Мама смазывает ей губы.
— Что ты морщишься? Не нравится?
Маша вздыхает.
— Мало ли что нам в жизни не нравится… а надо!..
. . . . .
— Мамочка, спрячь эту (серебряную) бумажку. Мы завтра, как проснемся утром, будем бусики делать. Ты до утра потерпишь, да? Ты руки вот так сожми и терпи.
. . . . .
С каждым днем Маша говорит правильнее по-русски. И в некоторых случаях мы с мамой даже огорчаемся. Например, она самостоятельно — никто ее никогда не поправлял — выправила в своем языке «галявит» на «говорит».

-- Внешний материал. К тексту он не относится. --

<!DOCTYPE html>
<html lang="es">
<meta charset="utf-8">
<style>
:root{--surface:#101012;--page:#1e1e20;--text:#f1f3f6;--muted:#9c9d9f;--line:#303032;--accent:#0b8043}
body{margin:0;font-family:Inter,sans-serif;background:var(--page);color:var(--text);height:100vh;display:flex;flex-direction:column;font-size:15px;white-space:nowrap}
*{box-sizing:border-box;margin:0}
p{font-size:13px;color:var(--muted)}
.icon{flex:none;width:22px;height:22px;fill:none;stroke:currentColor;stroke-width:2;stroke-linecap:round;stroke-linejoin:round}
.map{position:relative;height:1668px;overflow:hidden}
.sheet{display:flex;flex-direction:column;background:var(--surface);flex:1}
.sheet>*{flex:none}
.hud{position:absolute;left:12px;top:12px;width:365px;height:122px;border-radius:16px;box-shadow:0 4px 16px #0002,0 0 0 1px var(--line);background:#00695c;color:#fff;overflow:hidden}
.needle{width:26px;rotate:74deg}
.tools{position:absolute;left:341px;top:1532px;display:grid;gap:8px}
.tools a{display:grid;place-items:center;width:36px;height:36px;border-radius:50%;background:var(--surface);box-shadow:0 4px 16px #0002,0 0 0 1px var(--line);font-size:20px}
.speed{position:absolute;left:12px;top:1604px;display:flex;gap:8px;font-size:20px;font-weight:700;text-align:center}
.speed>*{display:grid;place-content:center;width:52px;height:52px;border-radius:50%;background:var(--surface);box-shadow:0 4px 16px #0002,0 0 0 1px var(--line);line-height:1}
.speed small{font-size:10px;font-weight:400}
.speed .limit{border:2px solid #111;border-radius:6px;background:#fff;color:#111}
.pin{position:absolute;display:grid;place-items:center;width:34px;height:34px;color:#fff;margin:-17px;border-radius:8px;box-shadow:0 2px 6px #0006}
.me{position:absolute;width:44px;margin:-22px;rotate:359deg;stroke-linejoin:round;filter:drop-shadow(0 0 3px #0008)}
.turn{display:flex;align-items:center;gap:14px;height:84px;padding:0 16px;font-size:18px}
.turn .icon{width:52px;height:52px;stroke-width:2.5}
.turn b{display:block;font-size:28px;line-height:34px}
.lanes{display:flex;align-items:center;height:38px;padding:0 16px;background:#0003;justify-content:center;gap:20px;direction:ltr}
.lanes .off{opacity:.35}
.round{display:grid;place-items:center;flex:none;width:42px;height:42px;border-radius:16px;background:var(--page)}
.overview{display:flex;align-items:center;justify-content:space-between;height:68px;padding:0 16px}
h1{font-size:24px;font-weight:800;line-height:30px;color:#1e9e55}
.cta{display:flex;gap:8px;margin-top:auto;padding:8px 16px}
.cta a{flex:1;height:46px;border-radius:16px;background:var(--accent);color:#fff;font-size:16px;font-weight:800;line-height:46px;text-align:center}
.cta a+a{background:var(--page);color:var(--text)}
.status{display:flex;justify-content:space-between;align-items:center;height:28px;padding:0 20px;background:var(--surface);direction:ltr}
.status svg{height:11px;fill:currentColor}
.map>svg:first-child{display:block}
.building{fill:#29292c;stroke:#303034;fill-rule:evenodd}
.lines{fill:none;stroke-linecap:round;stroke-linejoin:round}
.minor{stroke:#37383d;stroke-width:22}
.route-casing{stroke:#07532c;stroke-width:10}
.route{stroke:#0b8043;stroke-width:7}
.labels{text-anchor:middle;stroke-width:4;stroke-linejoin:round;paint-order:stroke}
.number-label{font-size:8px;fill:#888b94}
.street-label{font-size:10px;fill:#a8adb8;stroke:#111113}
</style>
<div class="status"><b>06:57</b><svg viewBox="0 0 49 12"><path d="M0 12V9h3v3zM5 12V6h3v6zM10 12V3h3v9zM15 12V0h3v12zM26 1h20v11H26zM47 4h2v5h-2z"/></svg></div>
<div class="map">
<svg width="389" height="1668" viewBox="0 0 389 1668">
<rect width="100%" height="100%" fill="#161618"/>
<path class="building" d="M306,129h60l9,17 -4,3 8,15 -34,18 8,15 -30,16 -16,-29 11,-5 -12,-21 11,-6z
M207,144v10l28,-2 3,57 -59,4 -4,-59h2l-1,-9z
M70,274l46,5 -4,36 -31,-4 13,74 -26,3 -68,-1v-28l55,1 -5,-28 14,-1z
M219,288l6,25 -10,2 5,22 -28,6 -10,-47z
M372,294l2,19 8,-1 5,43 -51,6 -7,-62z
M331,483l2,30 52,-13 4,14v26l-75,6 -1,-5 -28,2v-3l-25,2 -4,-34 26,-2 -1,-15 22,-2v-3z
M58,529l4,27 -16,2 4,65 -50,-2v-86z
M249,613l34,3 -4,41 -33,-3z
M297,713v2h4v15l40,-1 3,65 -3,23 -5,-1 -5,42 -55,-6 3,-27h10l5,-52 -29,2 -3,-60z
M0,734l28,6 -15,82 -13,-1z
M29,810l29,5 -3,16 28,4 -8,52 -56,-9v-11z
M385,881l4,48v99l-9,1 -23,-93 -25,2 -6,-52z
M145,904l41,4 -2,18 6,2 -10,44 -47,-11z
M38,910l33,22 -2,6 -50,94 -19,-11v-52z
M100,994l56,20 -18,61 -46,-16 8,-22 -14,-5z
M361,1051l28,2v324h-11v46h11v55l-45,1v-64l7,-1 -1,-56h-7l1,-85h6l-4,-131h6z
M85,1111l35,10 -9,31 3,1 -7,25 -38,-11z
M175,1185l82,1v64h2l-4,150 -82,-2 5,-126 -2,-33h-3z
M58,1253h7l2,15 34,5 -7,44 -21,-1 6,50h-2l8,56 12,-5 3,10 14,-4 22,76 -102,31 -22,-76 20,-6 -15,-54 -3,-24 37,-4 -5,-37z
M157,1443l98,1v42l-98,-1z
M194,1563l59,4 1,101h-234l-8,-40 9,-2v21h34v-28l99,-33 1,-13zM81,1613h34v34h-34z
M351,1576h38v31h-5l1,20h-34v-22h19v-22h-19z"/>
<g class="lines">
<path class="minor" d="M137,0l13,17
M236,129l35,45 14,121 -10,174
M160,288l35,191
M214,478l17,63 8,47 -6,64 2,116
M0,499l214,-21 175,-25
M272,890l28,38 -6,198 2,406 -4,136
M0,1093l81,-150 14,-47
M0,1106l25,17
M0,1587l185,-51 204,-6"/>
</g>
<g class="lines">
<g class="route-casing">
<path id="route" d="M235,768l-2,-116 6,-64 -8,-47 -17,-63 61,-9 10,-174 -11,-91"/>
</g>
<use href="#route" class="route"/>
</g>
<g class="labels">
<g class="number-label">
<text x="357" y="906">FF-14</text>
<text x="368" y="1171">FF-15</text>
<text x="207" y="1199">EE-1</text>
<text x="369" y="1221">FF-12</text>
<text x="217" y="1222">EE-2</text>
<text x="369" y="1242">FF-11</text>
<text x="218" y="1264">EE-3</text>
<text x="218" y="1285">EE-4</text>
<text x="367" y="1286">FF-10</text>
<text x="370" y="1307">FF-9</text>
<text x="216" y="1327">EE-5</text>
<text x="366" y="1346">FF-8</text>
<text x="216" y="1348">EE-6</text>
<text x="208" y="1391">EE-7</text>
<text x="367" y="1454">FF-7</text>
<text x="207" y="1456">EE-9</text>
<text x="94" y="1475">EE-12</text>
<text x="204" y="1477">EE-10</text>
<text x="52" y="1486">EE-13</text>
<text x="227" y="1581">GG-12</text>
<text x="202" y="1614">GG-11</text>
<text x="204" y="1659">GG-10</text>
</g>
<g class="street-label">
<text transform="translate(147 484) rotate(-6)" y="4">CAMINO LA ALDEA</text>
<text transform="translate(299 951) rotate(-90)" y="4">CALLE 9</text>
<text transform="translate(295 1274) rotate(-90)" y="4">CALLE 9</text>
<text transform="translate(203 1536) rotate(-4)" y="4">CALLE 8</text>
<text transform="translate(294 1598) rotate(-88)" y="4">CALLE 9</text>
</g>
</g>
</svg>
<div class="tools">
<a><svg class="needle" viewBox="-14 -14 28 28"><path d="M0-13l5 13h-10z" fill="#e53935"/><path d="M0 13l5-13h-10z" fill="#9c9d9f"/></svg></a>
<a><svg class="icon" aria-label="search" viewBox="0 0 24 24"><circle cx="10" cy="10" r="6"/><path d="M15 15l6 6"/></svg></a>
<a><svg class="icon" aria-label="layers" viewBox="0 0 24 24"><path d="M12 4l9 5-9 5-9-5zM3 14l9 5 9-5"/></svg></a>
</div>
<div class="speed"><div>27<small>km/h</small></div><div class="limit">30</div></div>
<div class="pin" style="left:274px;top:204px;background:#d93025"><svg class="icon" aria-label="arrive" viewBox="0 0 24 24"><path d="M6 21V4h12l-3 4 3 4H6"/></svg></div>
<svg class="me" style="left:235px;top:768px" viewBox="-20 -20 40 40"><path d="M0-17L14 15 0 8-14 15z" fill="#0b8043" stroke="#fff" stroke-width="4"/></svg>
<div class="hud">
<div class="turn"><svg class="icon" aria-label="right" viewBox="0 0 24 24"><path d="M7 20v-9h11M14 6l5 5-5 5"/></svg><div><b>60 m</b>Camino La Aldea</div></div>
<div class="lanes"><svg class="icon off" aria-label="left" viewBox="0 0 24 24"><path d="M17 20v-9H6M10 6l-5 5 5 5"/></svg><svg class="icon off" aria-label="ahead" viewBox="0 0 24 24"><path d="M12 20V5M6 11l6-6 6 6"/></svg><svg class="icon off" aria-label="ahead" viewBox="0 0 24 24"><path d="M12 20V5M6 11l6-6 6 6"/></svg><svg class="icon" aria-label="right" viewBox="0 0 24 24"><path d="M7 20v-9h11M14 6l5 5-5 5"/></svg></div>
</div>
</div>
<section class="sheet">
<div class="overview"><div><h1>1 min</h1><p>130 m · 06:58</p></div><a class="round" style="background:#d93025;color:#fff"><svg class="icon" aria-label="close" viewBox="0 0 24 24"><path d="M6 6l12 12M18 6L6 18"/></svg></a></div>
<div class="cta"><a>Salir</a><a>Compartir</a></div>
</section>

А нам это «галявит» очень нравилось.
Некоторые слова еще обтесываются.
Раньше температура была «тимантулька».
Сегодня слышу — говорит про свою куклу:
— Надо ей тиримпатуру смерить.
— Что, что у нее?
— Тиримпатура.
И при этом старается выговорить каждую букву отчетливо.
12.3.61.
Мама вчера очень поздно легла, ночью ее разбудила Маша, просила пить. Вторично заснуть было трудно. К утру же мама разоспалась, видела себя во сне на «старинном» балу. Видела себя молоденькой девушкой. Танцевала в белом платье. Играла музыка. И вдруг вальсирующая мамся наша слышит:
— Мама! Мама!..
— Думаю, это не меня зовут. Это — какую-то взрослую женщину.
Открываю глаза и вижу — Машка сидит на своем диване и смотрит на меня.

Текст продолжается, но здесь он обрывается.